Patient Conference: two parallel workshops - 1 for researchers and 1 for patients and their families. Then get them to overlap.
On a campaign to get 1M women to contribute to Cancer Research
47,000 women die of Breast Cancer. Same as 20 years ago.
We need to move from cure to identify and eradicate the cause.
350,000 Women have joined (80% don't have breast cancer)
Email blasts to this army. Dis-intermediate the medical industry. They don't do research well. They get in the way.
Biggest complaint is that there is not enough research.
$1,500 to perform a study. Not typically clinical trials.
Starting to expand beyond Breast Cancer to other diseases.
Cancer Commons - a platform for collaboration.
Large clinical trials are deeply flawed.
Many cancers may be genomically unique.
Population death rates 5% drop in 60 years.
Cancer Commons is open source, real time research.
600,000 Americans die of cancer each year.
Personalized Medicine = Genomically informed Medicine = Medical Research with a unit of 1 = What a doctor practices with his patients every day.
ACCOR is the oldest listserv for cancer in the world.
ACCOR is partnering with 23andMe to give Cancer patients access to genomic information.

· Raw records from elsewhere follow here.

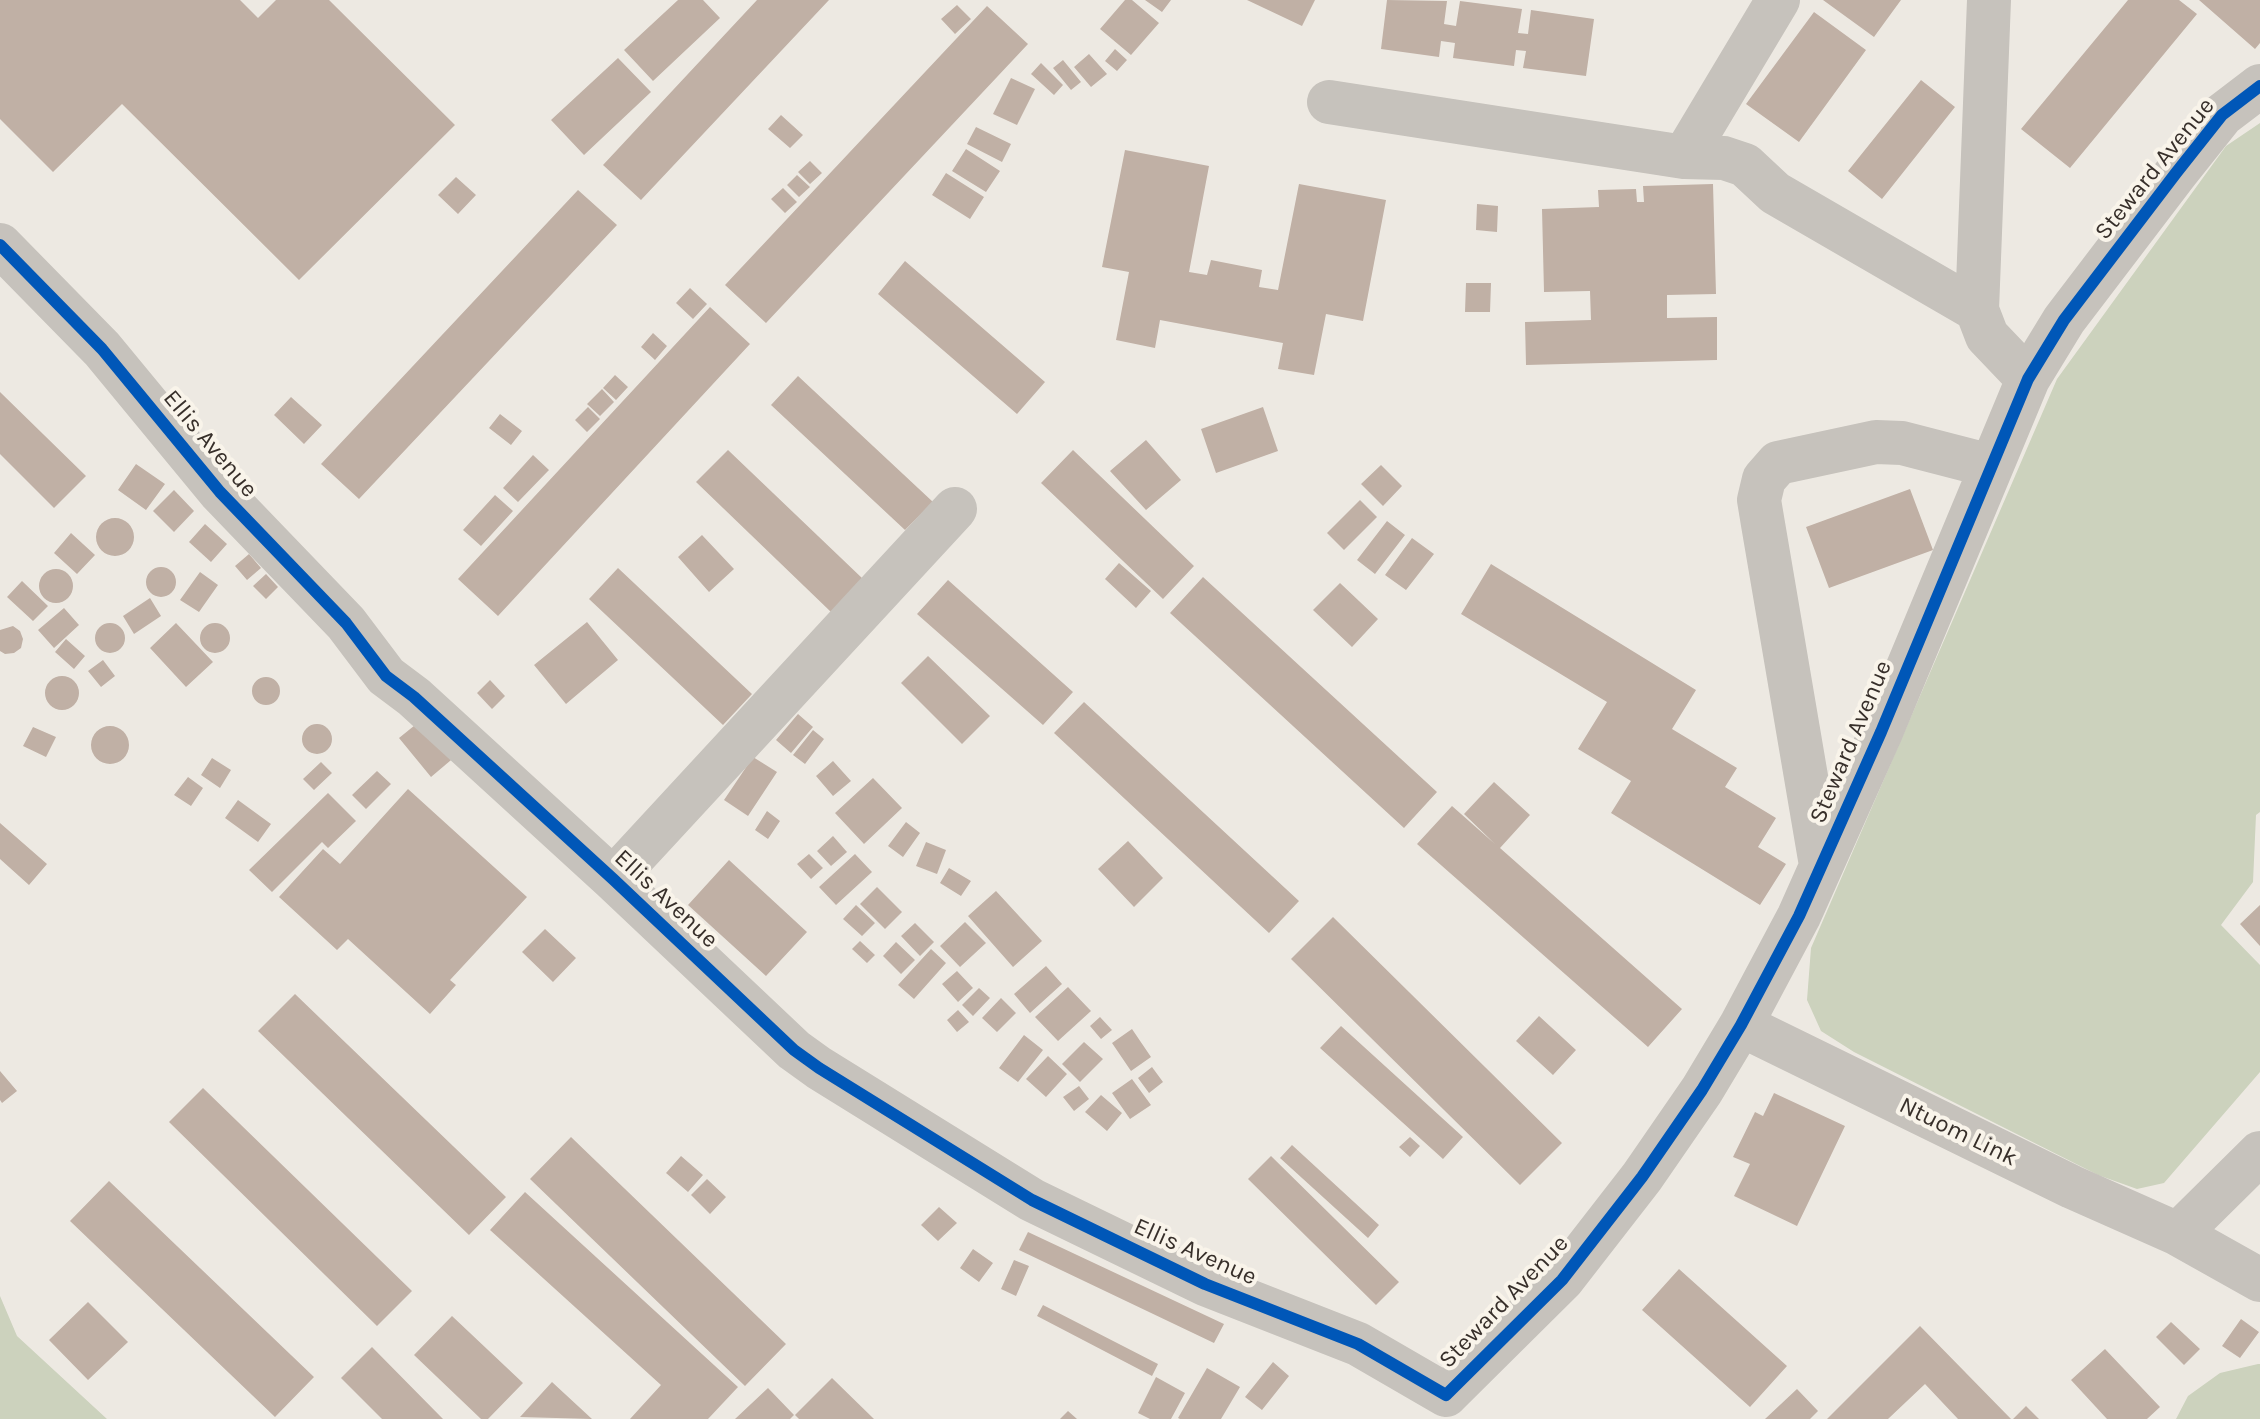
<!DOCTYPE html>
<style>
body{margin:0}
canvas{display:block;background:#ede9e2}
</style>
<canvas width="2260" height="1419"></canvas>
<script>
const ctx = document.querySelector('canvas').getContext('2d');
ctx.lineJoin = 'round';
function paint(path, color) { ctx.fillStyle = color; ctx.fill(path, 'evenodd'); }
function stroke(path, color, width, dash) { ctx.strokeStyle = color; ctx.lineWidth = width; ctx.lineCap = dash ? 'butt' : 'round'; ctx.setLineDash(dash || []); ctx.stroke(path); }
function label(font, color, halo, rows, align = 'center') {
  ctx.font = font + ' Karla,sans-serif'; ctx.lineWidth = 8; ctx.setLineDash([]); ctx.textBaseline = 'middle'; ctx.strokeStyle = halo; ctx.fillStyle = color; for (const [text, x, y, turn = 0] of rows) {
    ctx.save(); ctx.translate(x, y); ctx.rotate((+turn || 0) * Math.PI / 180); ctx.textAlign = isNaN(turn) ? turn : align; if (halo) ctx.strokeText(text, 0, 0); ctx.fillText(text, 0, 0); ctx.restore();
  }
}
paint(new Path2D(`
 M2260 123V812L2256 815 2253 882 2221 925 2260 965V1072L2164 1183 2137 1189 2098 1175 1854 1052 1821 1031 1807 1000 1811 948 2057 379 2226 146Z
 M0 1296 17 1336 107 1419H0Z
 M2258 1364H2260V1419H2176L2188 1396 2220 1373Z`), '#ccd2bd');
paint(new Path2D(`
 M0 0H240L258 18 276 0H329L455 125 299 280 122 104 53 172 0 119Z
 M678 0H703L720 18 653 81 624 50Z
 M757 0H829L641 200 603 165Z
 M1125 0H1132L1159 23 1131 55 1100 29Z
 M1145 0H1171L1162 12Z
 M1247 0H1315L1302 26Z
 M1387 0 1447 1 1444 24 1456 26 1460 1 1522 9 1518 33 1528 34 1531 10 1594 19 1586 76 1523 68 1526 51 1516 50 1514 66 1453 58 1455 43 1441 41 1439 57 1381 49Z
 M1823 0H1901L1874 37Z
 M2128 0H2179L2197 14 2070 168 2021 129Z
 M2199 0H2260V43L2255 49Z
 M957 5 971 19 955 34 941 19Z
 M987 6 1028 44 766 323 725 285Z
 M1814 12 1866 50 1799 142 1746 104Z
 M1115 49 1127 60 1117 71 1105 61Z
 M1089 54 1107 74 1091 87 1074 67Z
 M618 58 651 92 584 155 551 120Z
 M1063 60 1081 82 1071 90 1053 68Z
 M1041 63 1063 85 1054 95 1031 74Z
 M1011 78 1035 89 1017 125 993 114Z
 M1921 80 1955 107 1882 199 1848 171Z
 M781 115 803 135 790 148 768 129Z
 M976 127 1011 144 1002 162 967 144Z
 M966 149 1000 171 986 192 952 171Z
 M1125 150 1209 166 1189 272 1207 275 1211 260 1262 270 1259 287 1278 290 1299 184 1386 200 1363 321 1326 314 1314 375 1278 369 1283 343 1160 320 1155 348 1116 340 1129 272 1102 267Z
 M810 161 822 173 810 184 798 172Z
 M946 173 984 197 970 219 932 195Z
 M797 175 810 187 799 197 787 185Z
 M456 177 476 195 458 214 438 195Z
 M1713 184 1716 294 1667 295V318L1717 317V360L1526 365 1525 322 1591 320 1590 291 1544 292 1542 209 1599 207 1598 190 1636 189 1637 202H1644L1643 186Z
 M783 188 797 202 785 213 771 199Z
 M578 190 617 225 359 499 321 464Z
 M1477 204 1498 206 1497 232 1476 230Z
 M905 261 1045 382 1017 414 878 294Z
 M1466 283H1491L1490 312H1465Z
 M690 288 707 304 693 319 676 303Z
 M710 307 750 344 498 616 458 579Z
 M653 333 667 346 655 360 641 347Z
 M615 375 628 387 616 400 603 388Z
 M798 376 933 502 905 530 771 405Z
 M602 389 614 402 600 416 587 404Z
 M0 392 86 476 54 508 0 454Z
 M291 397 322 425 304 444 274 415Z
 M588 407 600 419 587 432 575 420Z
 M1263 407 1278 451 1216 473 1201 429Z
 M500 414 522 431 511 445 489 428Z
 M1146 440 1181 480 1146 510 1110 471Z
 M728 450 863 579 831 612 696 482Z
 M1073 450 1194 566 1163 599 1041 483Z
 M533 455 549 470 518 502 503 488Z
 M136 464 165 484 146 510 118 490Z
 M1381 465 1402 486 1383 506 1361 484Z
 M1910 489 1933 550 1829 588 1806 527Z
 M174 490 194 511 174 532 153 511Z
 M495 495 513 511 481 546 463 530Z
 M1360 500 1377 517 1344 550 1327 533Z
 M96 537a19 19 0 1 1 38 0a19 19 0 1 1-38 0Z
 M1387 521 1405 535 1375 574 1357 560Z
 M205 524 227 544 211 562 189 542Z
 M71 533 95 555 77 574 54 553Z
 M702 535 734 569 709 592 678 557Z
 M1412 538 1434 554 1406 590 1385 575Z
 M249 554 261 568 247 580 235 566Z
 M1119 563 1151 591 1136 608 1105 579Z
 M1491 564 1696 690 1672 729 1737 768 1725 787 1776 818 1758 847 1786 864 1760 905 1611 813 1631 781 1578 749 1607 702 1461 614Z
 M146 582a15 15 0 1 1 30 0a15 15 0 1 1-30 0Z
 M618 568 752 694 723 725 589 599Z
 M39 586a17 17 0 1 1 34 0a17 17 0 1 1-34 0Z
 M200 572 218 585 199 612 180 600Z
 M266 574 278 587 266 599 253 586Z
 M1203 577 1437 792 1404 828 1170 613Z
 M948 580 1073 692 1043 725 917 614Z
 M22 581 48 606 33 621 7 597Z
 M1340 583 1378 619 1352 647 1313 610Z
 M150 598 161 616 134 634 123 616Z
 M64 608 79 625 54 648 38 630Z
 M587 622 618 660 566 704 534 665Z
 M95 638a15 15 0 1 1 30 0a15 15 0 1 1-30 0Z
 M176 623 213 662 186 687 150 648Z
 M200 638a15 15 0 1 1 30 0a15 15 0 1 1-30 0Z
 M13 626 20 631 23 639 21 648 14 653 5 654 0 651V630Z
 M66 639 85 656 74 669 55 652Z
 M928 656 990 716 962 744 901 683Z
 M103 660 115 676 101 687 88 671Z
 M45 693a17 17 0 1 1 34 0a17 17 0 1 1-34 0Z
 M252 691a14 14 0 1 1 28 0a14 14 0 1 1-28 0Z
 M490 680 505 696 492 709 477 693Z
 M1084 702 1299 901 1269 933 1054 733Z
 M798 714 813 727 791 753 776 740Z
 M425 717 457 755 431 777 399 738Z
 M302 739a15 15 0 1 1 30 0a15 15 0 1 1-30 0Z
 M91 745a19 19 0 1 1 38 0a19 19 0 1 1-38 0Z
 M33 727 56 737 46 757 23 746Z
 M813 730 824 739 805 764 793 755Z
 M753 757 777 772 748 816 724 800Z
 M212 758 231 770 220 788 201 775Z
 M833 761 851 781 833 796 816 776Z
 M321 762 332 773 314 790 303 779Z
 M377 771 391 784 366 809 352 795Z
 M188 777 203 788 191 806 174 795Z
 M873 778 902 808 864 844 835 813Z
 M1494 782 1530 815 1500 848 1682 1009 1648 1047 1417 844 1452 806 1495 844 1464 814Z
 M408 789 527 897 450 980 456 985 430 1014 348 939 337 950 279 897 323 849 340 864Z
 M328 793 356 821 328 848 322 842 272 892 249 870Z
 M238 800 271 824 258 842 225 818Z
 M767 811 780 821 768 839 755 830Z
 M906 822 920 833 903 857 888 846Z
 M0 823 47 864 29 885 0 859Z
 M833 836 847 852 831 866 817 851Z
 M1128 841 1163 878 1134 907 1098 869Z
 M926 842 946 850 937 874 916 866Z
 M809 854 823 868 811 879 797 864Z
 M855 854 872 872 836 905 819 887Z
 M729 860 807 932 766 976 688 905Z
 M949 868 971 881 961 896 940 883Z
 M877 887 902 912 885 929 860 904Z
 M996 891 1042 941 1013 967 968 916Z
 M856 905 875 923 862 936 843 919Z
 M2260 905V946L2240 924Z
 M1333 917 1562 1143 1520 1185 1291 959Z
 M965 922 986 943 960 967 940 946Z
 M915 923 934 942 920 956 901 936Z
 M545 929 576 958 553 982 522 952Z
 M860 941 875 955 867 963 852 949Z
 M896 942 915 960 901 974 883 956Z
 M931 949 946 963 914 999 898 985Z
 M1046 966 1062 984 1030 1013 1014 994Z
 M957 971 973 988 958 1002 942 984Z
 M1068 987 1091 1011 1058 1041 1035 1017Z
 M979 988 990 998 973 1016 962 1005Z
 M295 994 506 1197 469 1235 258 1031Z
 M1001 998 1016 1013 997 1032 982 1018Z
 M958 1010 969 1022 957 1032 947 1020Z
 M1539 1016 1576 1050 1553 1075 1516 1041Z
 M1100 1017 1112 1030 1101 1039 1090 1026Z
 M1341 1026 1463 1137 1443 1159 1320 1048Z
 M1132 1029 1151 1057 1131 1071 1112 1043Z
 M1024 1035 1043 1050 1018 1082 999 1068Z
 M1084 1042 1103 1059 1080 1082 1062 1064Z
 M1048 1056 1067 1074 1046 1097 1026 1079Z
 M1152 1067 1163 1082 1149 1093 1138 1078Z
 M0 1071 17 1091 2 1103 0 1100Z
 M1132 1079 1151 1105 1130 1119 1112 1093Z
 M1079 1086 1089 1099 1074 1111 1063 1097Z
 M203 1088 412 1291 377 1326 169 1122Z
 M1774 1093 1845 1126 1797 1226 1734 1196 1750 1164 1733 1157 1755 1112 1763 1116Z
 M1101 1095 1122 1113 1107 1131 1085 1112Z
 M571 1137 786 1344 745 1386 530 1179Z
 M1410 1137 1420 1146 1410 1157 1399 1147Z
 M1292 1145 1379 1225 1368 1238 1280 1158Z
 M681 1156 703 1175 688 1192 666 1173Z
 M1271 1156 1399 1282 1376 1305 1248 1179Z
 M707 1179 726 1197 710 1214 691 1195Z
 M109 1181 314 1377 275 1417 70 1221Z
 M525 1192 738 1387 708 1419H630L661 1385 490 1230Z
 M939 1207 957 1223 938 1241 921 1225Z
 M1028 1232 1224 1324 1214 1343 1019 1250Z
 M973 1249 993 1263 979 1282 960 1268Z
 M1014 1260 1029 1266 1016 1296 1001 1289Z
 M1679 1269 1787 1366 1750 1407 1642 1310Z
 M88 1302 128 1342 88 1380 49 1340Z
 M1043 1305 1158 1364 1152 1376 1037 1316Z
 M452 1316 523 1383 488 1419H481L414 1355Z
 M2241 1319 2259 1332 2240 1358 2222 1346Z
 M2171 1322 2200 1349 2184 1365 2156 1337Z
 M1920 1326 2011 1419H1958L1925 1384 1888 1419H1827Z
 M372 1347 443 1419H382L341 1378Z
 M2105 1349 2160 1407 2147 1419H2107L2071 1380Z
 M1273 1362 1289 1376 1262 1410 1245 1397Z
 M1207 1368 1240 1387 1221 1419H1180L1178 1418Z
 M1156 1377 1185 1393 1171 1419H1150L1138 1413Z
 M832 1378 874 1419H799L795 1415Z
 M552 1382 592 1419 520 1417Z
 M768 1388 794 1415 790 1419H735Z
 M1797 1389 1818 1411 1810 1419H1765Z
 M2026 1406 2039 1419H2013Z
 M1068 1411 1077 1419H1060Z`), '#c0b0a5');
stroke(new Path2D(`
 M1989 0 1977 310 1987 336 2028 379
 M1329 102 1684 157 1724 158 1745 165 1775 193 1977 310
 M1684 157 1778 0
 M0 245 102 349 220 492 346 623 386 676 414 697 613 879 794 1050 819 1068 1032 1200 1205 1284 1358 1344 1446 1395
 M1821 865 1763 524 1759 500 1764 479 1778 463 1876 442 1902 443 1991 466
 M613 879 955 509
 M1741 1025 2072 1187 2178 1234 2260 1280
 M2178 1234 2260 1153
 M1446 1395 1562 1280 1642 1177 1702 1090 1741 1025 1799 916 1881 732 2028 379 2064 320 2176 173 2222 115 2260 86`), '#c6c2bc', 44);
stroke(new Path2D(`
 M0 245 102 349 220 492 346 623 386 676 414 697 613 879 794 1050 819 1068 1032 1200 1205 1284 1358 1344 1446 1395 1562 1280 1642 1177 1702 1090 1741 1025 1799 916 1881 732 2028 379 2064 320 2176 173 2222 115 2260 86`), '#0057b8', 12);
label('24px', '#372f2a', '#f9f4ea', [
 ["Steward Avenue",2155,169,-51],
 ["Ellis Avenue",210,444,50],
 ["Steward Avenue",1851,742,-67],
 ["Ellis Avenue",666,899,43],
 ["Ntuom Link",1958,1132,26],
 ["Ellis Avenue",1195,1252,24],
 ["Steward Avenue",1504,1302,-46]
]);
</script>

Even small incremental improvements (through initiatives like Cancer Commons) have big impacts.
ACCOR helped Novartis speed up drug approval by 2.5 years. First year sales of $1B means the time saving had an enormous impact.
Clinicians sometimes push back against guidelines because it implies a de-personalization of medicine.
We are on the cusp of personalized medicine.
[Ed: The patient's data needs to be incorporated in to the data on which decisions are based.]